Crypto delivery — Funds are sent on-chain. The user waits for blockchain confirmations, which are entirely outside Ramp's control and vary by network (seconds for some chains, hours for Bitcoin).
Completion — Crypto arrives in the user's wallet.
At every stage, the transaction can fail, expire (if the user doesn't act), or require additional compliance actions. For off-ramp, there's an additional refund flow when users send incorrect amounts.

Transparency & Conditional Messaging
I adopted a transparency principle inspired by blockchain itself: if the system is transparent, users can see what happened without needing to interpret jargon. Every status message is written in plain language, with no blame attribution — neither the user nor the system is positioned as "at fault" when things go wrong.
Statuses update dynamically. I designed conditional messaging that adapts to the specific scenario — a payment-provider delay on a weekend gets different copy than a compliance hold or a blockchain congestion delay. The goal was always to give the user the sense that everything is under control and nothing has frozen.
Research & Deprioritized Scope
I used AI-assisted analysis of support ticket summaries to identify the most common confusion points, rage-click analysis in Hotjar to see where users were desperately seeking more information, and user interviews (conducted after I had a working concept for all status categories, not before — the quantitative data shaped the design direction, interviews validated it). Deeper blockchain confirmation mapping was deprioritized — showing users exactly how many confirmations had occurred and how many were needed would have been valuable but fell outside scope. I also wish the payment method failure messaging was smarter — ideally, when one method fails, the system would suggest alternatives ranked by historical conversion data. That intelligence layer didn't make it in.

Impact
Support tickets reduced by 47% (measured in Intercom)

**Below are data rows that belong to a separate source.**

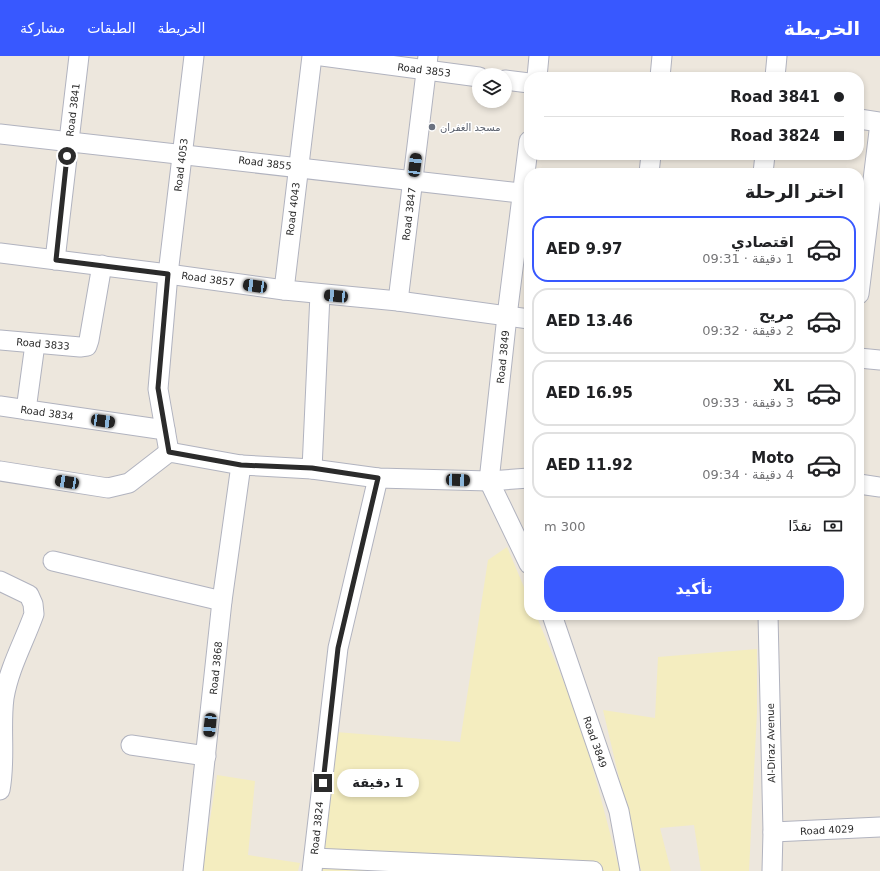 <!DOCTYPE html>
<html lang="ar">
<head>
<meta charset="utf-8">
<style>
	:root { --surface:#fff; --page:#f2f2f2; --text:#202124; --muted:#757577; --line:#e0e0e0; --accent:#3858ff }
	body { margin:0; font-family:"DejaVu Sans",Vazirmatn,sans-serif; background:var(--page); color:var(--text); direction:rtl; height:100vh; display:flex; flex-direction:column; font-size:15px; white-space:nowrap }
	* { box-sizing:border-box; margin:0 }
	p { font-size:13px; color:var(--muted) }
	.icon { flex:none; width:22px; height:22px; fill:none; stroke:currentColor; stroke-width:2; stroke-linecap:round; stroke-linejoin:round }
	.map { position:relative; flex:1; overflow:hidden; direction:ltr }
	.sheet { position:absolute; left:524px; top:112px; width:340px; height:452px; display:flex; flex-direction:column; background:var(--surface); border-radius:16px; box-shadow:0 2px 6px #0003; direction:rtl }
	.sheet>* { flex:none }
	.banner { position:absolute; left:524px; top:16px; width:340px; height:88px; border-radius:16px; box-shadow:0 2px 6px #0003; direction:rtl; display:grid; align-content:center; height:88px; padding:0 20px; background:var(--surface) }
	.tools { position:absolute; left:472px; top:12px; display:grid; gap:8px }
	.tools a { display:grid; place-items:center; width:40px; height:40px; border-radius:50%; background:var(--surface); box-shadow:0 2px 6px #0003; font-size:20px }
	.end { position:absolute; width:18px; height:18px; margin:-9px; border:5px solid #2b2b2b; background:#fff; box-shadow:0 0 0 2px #fff }
	.from { border-radius:50% }
	.bubble { position:absolute; height:28px; border-radius:14px; background:var(--surface); box-shadow:0 2px 6px #0003; font-size:13px; font-weight:700; line-height:28px; text-align:center; direction:rtl }
	.car { position:absolute; width:12px; height:24px; margin:-12px -6px; border-radius:5px; box-shadow:0 0 3px 1px #0007; background:linear-gradient(#222 24%,#8ab4d8 0 40%,#222 0 76%,#8ab4d8 0 86%,#222 0) }
	.banner b { display:flex; align-items:center; gap:14px; height:38px; font-size:15px }
	.banner b+b { border-top:1px solid var(--line) }
	.banner i { width:10px; height:10px; background:var(--text) }
	ul { padding:0; list-style:none }
	li { display:flex; align-items:center; gap:12px; height:66px; margin:0 8px 6px; padding:0 12px; border:2px solid var(--line); border-radius:16px }
	li div { flex:1 }
	li b { display:block; font-size:15px }
	li em { font-style:normal; font-weight:700 }
	li.current { border-color:var(--accent) }
	li>.icon { width:36px; height:36px; stroke-width:1.5 }
	h2 { padding:0 20px; font-size:18px; line-height:48px }
	.pay { display:flex; align-items:center; gap:10px; height:44px; padding:0 20px; font-size:15px }
	.pay p { margin-inline-start:auto }
	.button { display:flex; gap:8px; margin-top:auto; padding:8px 20px }
	.button a { flex:1; height:46px; border-radius:16px; background:var(--accent); color:#fff; font-size:16px; font-weight:700; line-height:46px; text-align:center }
	header { display:flex; align-items:center; gap:24px; box-sizing:border-box; height:56px; padding:0 20px; background:var(--accent); color:#fff }
	header strong { font-size:19px }
	nav { display:flex; gap:22px; margin-inline-start:auto; font-size:14px }
	.map>svg:first-child { display:block }
	.sand { fill:#f4edbf }
	.lines { fill:none; stroke-linecap:round; stroke-linejoin:round }
	.minor-casing { stroke:#b1b3bf; stroke-width:21 }
	.minor { stroke:#fff; stroke-width:19 }
	.route { stroke:#2b2b2b; stroke-width:5 }
	.worship-dot { fill:#6b7280; stroke:#fff; stroke-width:1.5 }
	.labels { text-anchor:middle; dominant-baseline:central; stroke-width:3; stroke-linejoin:round; paint-order:stroke }
	.street-label { font-size:10px; fill:#2b2b2b; stroke:#fff }
	.worship-label { font-size:10px; fill:#5b616d; stroke:#fff; text-anchor:start }
</style>
</head>
<body>
<header>
<strong>الخريطة</strong>
<nav><a>الخريطة</a><a>الطبقات</a><a>مشاركة</a></nav>
</header>
<div class="map">
<svg width="880" height="815" viewBox="0 0 880 815">
	<rect width="100%" height="100%" fill="#ede7dd"/>
	<g class="sand">
		<path d="M507,491L529,543V559H536L581,667L620,815H321L336,676L460,686L488,504Z"/>
		<path d="M757,593V656L749,815H701L694,769L660,772L671,815H641L603,654L655,662L658,601Z"/>
		<path d="M217,719L255,725L248,799L300,807L298,815H202Z"/>
	</g>
	<g class="lines">
		<defs>
			<g id="minor">
				<path d="M322,0L479,21"/>
				<path d="M537,21L539,0"/>
				<path d="M660,21L662,0"/>
				<path d="M775,21L777,0"/>
				<path d="M505,24L529,27"/>
				<path d="M859,63L880,66"/>
				<path d="M0,78L529,138"/>
				<path d="M529,85L507,260L489,425L529,508"/>
				<path d="M649,117L651,99"/>
				<path d="M763,117L765,99"/>
				<path d="M0,197L168,218L284,234L398,245L529,263"/>
				<path d="M55,204L79,0"/>
				<path d="M284,234L312,0"/>
				<path d="M859,238L880,67"/>
				<path d="M398,245L428,0"/>
				<path d="M0,284L80,291L87,290L89,284L102,209"/>
				<path d="M859,302L880,304"/>
				<path d="M0,350L165,374"/>
				<path d="M26,354L35,288"/>
				<path d="M169,396L158,333L168,218L194,0"/>
				<path d="M312,413L320,238"/>
				<path d="M0,415L108,432L129,427L169,396L241,409L312,413L378,422L489,425L529,422"/>
				<path d="M859,428L880,431"/>
				<path d="M53,505L222,545"/>
				<path d="M0,525L29,539L33,548L34,558C24,586 9,612 4,642C0,672 6,703 0,734"/>
				<path d="M552,559L619,755L630,815"/>
				<path d="M768,559L773,776L772,815"/>
				<path d="M131,689L206,700"/>
				<path d="M773,776L880,771"/>
				<path d="M314,802L593,815"/>
				<path d="M193,815L222,545L241,409"/>
				<path d="M312,815L338,592L378,422"/>
			</g>
		</defs>
		<use href="#minor" class="minor-casing"/>
		<use href="#minor" class="minor"/>
	</g>
	<g class="lines">
		<path class="route" d="M67,100L56,204L168,218L158,332L169,396L241,409L312,412L378,422L338,592L323,727"/>
	</g>
	<circle class="worship-dot" cx="432" cy="71" r="4"/>
	<g class="labels">
		<g class="street-label">
			<text transform="translate(424 14) rotate(7)">Road 3853</text>
			<text transform="translate(73 54) rotate(-83)">Road 3841</text>
			<text transform="translate(265 107) rotate(7)">Road 3855</text>
			<text transform="translate(181 109) rotate(-83)">Road 4053</text>
			<text transform="translate(293 153) rotate(-83)">Road 4043</text>
			<text transform="translate(409 158) rotate(-83)">Road 3847</text>
			<text transform="translate(208 223) rotate(8)">Road 3857</text>
			<text transform="translate(43 288) rotate(5)">Road 3833</text>
			<text transform="translate(503 301) rotate(-84)">Road 3849</text>
			<text transform="translate(47 357) rotate(8)">Road 3834</text>
			<text transform="translate(216 612) rotate(-84)">Road 3868</text>
			<text transform="translate(595 686) rotate(71)">Road 3849</text>
			<text transform="translate(771 687) rotate(-91)">Al-Diraz Avenue</text>
			<text transform="translate(317 772) rotate(-84)">Road 3824</text>
			<text transform="translate(827 774) rotate(-3)">Road 4029</text>
		</g>
		<g class="worship-label">
			<text x="440" y="71">مسجد الغفران</text>
		</g>
	</g>
</svg>
<div class="tools">
<a><svg class="icon" aria-label="layers" viewBox="0 0 24 24"><path d="M12 4l9 5-9 5-9-5zM3 14l9 5 9-5"/></svg></a>
</div>
<i class="end from" style="left:67px;top:100px"></i>
<i class="end" style="left:323px;top:727px"></i>
<div class="bubble" style="left:337px;top:713px;width:82px">1 دقيقة</div>
<i class="car" style="left:415px;top:109px;rotate:7deg"></i>
<i class="car" style="left:255px;top:230px;rotate:278deg"></i>
<i class="car" style="left:336px;top:240px;rotate:275deg"></i>
<i class="car" style="left:103px;top:365px;rotate:98deg"></i>
<i class="car" style="left:458px;top:424px;rotate:92deg"></i>
<i class="car" style="left:67px;top:426px;rotate:279deg"></i>
<i class="car" style="left:210px;top:669px;rotate:186deg"></i>
<div class="banner">
<b><i class="from"></i>Road 3841</b>
<b><i></i>Road 3824</b>
</div>
<section class="sheet">
<h2>اختر الرحلة</h2>
<ul>
<li class="current"><svg class="icon" aria-label="car" viewBox="0 0 24 24"><path d="M5 17H2v-5l4-1 3-4h7l3 4 3 1v5h-3M9 17h6M6 11h13"/><circle cx="7" cy="17" r="2"/><circle cx="17" cy="17" r="2"/></svg><div><b>اقتصادي</b><p>1 دقيقة · 09:31</p></div><em>AED 9.97</em></li>
<li><svg class="icon" aria-label="car" viewBox="0 0 24 24"><path d="M5 17H2v-5l4-1 3-4h7l3 4 3 1v5h-3M9 17h6M6 11h13"/><circle cx="7" cy="17" r="2"/><circle cx="17" cy="17" r="2"/></svg><div><b>مريح</b><p>2 دقيقة · 09:32</p></div><em>AED 13.46</em></li>
<li><svg class="icon" aria-label="car" viewBox="0 0 24 24"><path d="M5 17H2v-5l4-1 3-4h7l3 4 3 1v5h-3M9 17h6M6 11h13"/><circle cx="7" cy="17" r="2"/><circle cx="17" cy="17" r="2"/></svg><div><b>XL</b><p>3 دقيقة · 09:33</p></div><em>AED 16.95</em></li>
<li><svg class="icon" aria-label="car" viewBox="0 0 24 24"><path d="M5 17H2v-5l4-1 3-4h7l3 4 3 1v5h-3M9 17h6M6 11h13"/><circle cx="7" cy="17" r="2"/><circle cx="17" cy="17" r="2"/></svg><div><b>Moto</b><p>4 دقيقة · 09:34</p></div><em>AED 11.92</em></li>
</ul>
<div class="pay"><svg class="icon" aria-label="cash" viewBox="0 0 24 24"><path d="M3 7h18v10H3z"/><circle cx="12" cy="12" r="2"/></svg>نقدًا<p>300 m</p></div>
<div class="button"><a>تأكيد</a></div>
</section>
</div>
</body>
</html>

Conversion improved by 34% (measured in Amplitude) — transparency increased trust, which increased completion rates and return usage
Partners reported positive downstream effects on retention
InInternal product team gained visibility into transaction pipeline for the first time — Product Teams began diagnosing issues independently using the same status framework
Tradeoffs & Reflection
This project taught me that the most impactful design work sometimes starts with understanding systems you weren't asked to understand. If I'd waited for a brief that said "design a transaction status page," it wouldn't have happened. The initiative came from personal frustration and a belief that transparency is always better than opacity — a principle I'd carry directly into cross-chain transaction design.
Testomonial
"In over three years of working with Michał at Ramp Network, he stood out as one of the most data-engaged people in the entire org — and I say that as someone who led the Data team. He tracks adoption, asks the right questions, and genuinely cares about what happens after a product feature ships. His designs look sharp and work intuitively — a balance most designers talk about but few actually deliver. Hire him."